• [Description of the task]:
The entries follow. Please return all of them exactly.
[Opening Supplied data section]
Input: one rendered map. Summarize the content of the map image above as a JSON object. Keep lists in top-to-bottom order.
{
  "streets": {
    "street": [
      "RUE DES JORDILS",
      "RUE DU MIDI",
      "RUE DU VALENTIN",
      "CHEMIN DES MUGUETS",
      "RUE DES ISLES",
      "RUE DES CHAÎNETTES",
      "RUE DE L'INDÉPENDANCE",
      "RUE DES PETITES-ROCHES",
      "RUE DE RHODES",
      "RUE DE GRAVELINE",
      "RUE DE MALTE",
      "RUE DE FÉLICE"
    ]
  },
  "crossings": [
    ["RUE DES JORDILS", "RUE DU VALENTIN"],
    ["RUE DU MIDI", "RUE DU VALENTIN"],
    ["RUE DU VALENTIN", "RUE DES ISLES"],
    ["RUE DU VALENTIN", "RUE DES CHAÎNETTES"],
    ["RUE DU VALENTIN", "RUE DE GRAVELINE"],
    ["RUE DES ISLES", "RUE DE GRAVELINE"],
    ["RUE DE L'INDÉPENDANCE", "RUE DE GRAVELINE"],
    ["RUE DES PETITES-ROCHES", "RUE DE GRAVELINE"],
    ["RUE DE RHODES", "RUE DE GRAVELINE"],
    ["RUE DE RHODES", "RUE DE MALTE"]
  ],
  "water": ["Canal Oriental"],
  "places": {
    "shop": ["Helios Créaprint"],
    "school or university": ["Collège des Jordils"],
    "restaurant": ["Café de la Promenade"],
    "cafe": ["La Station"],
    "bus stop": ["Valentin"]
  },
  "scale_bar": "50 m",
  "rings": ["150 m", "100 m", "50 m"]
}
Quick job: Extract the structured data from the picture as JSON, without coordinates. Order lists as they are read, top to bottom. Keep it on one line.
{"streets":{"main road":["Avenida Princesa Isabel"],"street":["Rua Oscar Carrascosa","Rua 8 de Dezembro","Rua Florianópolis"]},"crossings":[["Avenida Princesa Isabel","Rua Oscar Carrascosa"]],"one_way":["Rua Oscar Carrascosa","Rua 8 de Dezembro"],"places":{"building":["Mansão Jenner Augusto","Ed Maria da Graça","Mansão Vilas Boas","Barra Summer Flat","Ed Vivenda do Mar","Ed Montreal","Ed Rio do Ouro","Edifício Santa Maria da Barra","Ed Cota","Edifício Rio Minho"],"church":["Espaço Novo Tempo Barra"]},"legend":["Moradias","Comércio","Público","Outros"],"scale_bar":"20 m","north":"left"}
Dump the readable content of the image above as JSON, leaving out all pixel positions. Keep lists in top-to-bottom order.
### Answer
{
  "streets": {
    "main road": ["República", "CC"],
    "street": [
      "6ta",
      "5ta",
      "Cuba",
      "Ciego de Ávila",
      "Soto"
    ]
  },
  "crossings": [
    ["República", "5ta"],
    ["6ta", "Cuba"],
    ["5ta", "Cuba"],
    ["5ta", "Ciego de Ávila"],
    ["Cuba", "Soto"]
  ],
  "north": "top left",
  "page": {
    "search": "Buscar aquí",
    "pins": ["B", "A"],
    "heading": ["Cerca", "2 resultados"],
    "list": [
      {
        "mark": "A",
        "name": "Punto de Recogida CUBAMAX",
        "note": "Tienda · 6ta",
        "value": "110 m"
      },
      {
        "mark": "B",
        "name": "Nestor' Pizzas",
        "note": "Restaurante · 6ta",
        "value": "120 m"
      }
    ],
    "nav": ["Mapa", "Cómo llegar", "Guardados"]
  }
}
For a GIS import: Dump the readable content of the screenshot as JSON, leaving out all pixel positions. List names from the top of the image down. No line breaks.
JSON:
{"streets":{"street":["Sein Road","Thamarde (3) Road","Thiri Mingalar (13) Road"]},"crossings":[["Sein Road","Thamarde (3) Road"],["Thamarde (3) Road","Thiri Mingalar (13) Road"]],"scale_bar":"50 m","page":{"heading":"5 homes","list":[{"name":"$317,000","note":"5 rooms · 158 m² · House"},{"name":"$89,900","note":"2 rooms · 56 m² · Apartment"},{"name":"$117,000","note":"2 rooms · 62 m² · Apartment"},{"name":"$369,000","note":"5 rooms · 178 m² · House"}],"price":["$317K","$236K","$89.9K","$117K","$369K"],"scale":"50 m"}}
[Closing Supplied data section]
• [Result of the exercise]:
Input: one rendered map. Summarize the content of the map image above as a JSON object. Keep lists in top-to-bottom order.
{
  "streets": {
    "street": [
      "RUE DES JORDILS",
      "RUE DU MIDI",
      "RUE DU VALENTIN",
      "CHEMIN DES MUGUETS",
      "RUE DES ISLES",
      "RUE DES CHAÎNETTES",
      "RUE DE L'INDÉPENDANCE",
      "RUE DES PETITES-ROCHES",
      "RUE DE RHODES",
      "RUE DE GRAVELINE",
      "RUE DE MALTE",
      "RUE DE FÉLICE"
    ]
  },
  "crossings": [
    ["RUE DES JORDILS", "RUE DU VALENTIN"],
    ["RUE DU MIDI", "RUE DU VALENTIN"],
    ["RUE DU VALENTIN", "RUE DES ISLES"],
    ["RUE DU VALENTIN", "RUE DES CHAÎNETTES"],
    ["RUE DU VALENTIN", "RUE DE GRAVELINE"],
    ["RUE DES ISLES", "RUE DE GRAVELINE"],
    ["RUE DE L'INDÉPENDANCE", "RUE DE GRAVELINE"],
    ["RUE DES PETITES-ROCHES", "RUE DE GRAVELINE"],
    ["RUE DE RHODES", "RUE DE GRAVELINE"],
    ["RUE DE RHODES", "RUE DE MALTE"]
  ],
  "water": ["Canal Oriental"],
  "places": {
    "shop": ["Helios Créaprint"],
    "school or university": ["Collège des Jordils"],
    "restaurant": ["Café de la Promenade"],
    "cafe": ["La Station"],
    "bus stop": ["Valentin"]
  },
  "scale_bar": "50 m",
  "rings": ["150 m", "100 m", "50 m"]
}
Quick job: Extract the structured data from the picture as JSON, without coordinates. Order lists as they are read, top to bottom. Keep it on one line.
{"streets":{"main road":["Avenida Princesa Isabel"],"street":["Rua Oscar Carrascosa","Rua 8 de Dezembro","Rua Florianópolis"]},"crossings":[["Avenida Princesa Isabel","Rua Oscar Carrascosa"]],"one_way":["Rua Oscar Carrascosa","Rua 8 de Dezembro"],"places":{"building":["Mansão Jenner Augusto","Ed Maria da Graça","Mansão Vilas Boas","Barra Summer Flat","Ed Vivenda do Mar","Ed Montreal","Ed Rio do Ouro","Edifício Santa Maria da Barra","Ed Cota","Edifício Rio Minho"],"church":["Espaço Novo Tempo Barra"]},"legend":["Moradias","Comércio","Público","Outros"],"scale_bar":"20 m","north":"left"}
Dump the readable content of the image above as JSON, leaving out all pixel positions. Keep lists in top-to-bottom order.
### Answer
{
  "streets": {
    "main road": ["República", "CC"],
    "street": [
      "6ta",
      "5ta",
      "Cuba",
      "Ciego de Ávila",
      "Soto"
    ]
  },
  "crossings": [
    ["República", "5ta"],
    ["6ta", "Cuba"],
    ["5ta", "Cuba"],
    ["5ta", "Ciego de Ávila"],
    ["Cuba", "Soto"]
  ],
  "north": "top left",
  "page": {
    "search": "Buscar aquí",
    "pins": ["B", "A"],
    "heading": ["Cerca", "2 resultados"],
    "list": [
      {
        "mark": "A",
        "name": "Punto de Recogida CUBAMAX",
        "note": "Tienda · 6ta",
        "value": "110 m"
      },
      {
        "mark": "B",
        "name": "Nestor' Pizzas",
        "note": "Restaurante · 6ta",
        "value": "120 m"
      }
    ],
    "nav": ["Mapa", "Cómo llegar", "Guardados"]
  }
}
For a GIS import: Dump the readable content of the screenshot as JSON, leaving out all pixel positions. List names from the top of the image down. No line breaks.
JSON:
{"streets":{"street":["Sein Road","Thamarde (3) Road","Thiri Mingalar (13) Road"]},"crossings":[["Sein Road","Thamarde (3) Road"],["Thamarde (3) Road","Thiri Mingalar (13) Road"]],"scale_bar":"50 m","page":{"heading":"5 homes","list":[{"name":"$317,000","note":"5 rooms · 158 m² · House"},{"name":"$89,900","note":"2 rooms · 56 m² · Apartment"},{"name":"$117,000","note":"2 rooms · 62 m² · Apartment"},{"name":"$369,000","note":"5 rooms · 178 m² · House"}],"price":["$317K","$236K","$89.9K","$117K","$369K"],"scale":"50 m"}}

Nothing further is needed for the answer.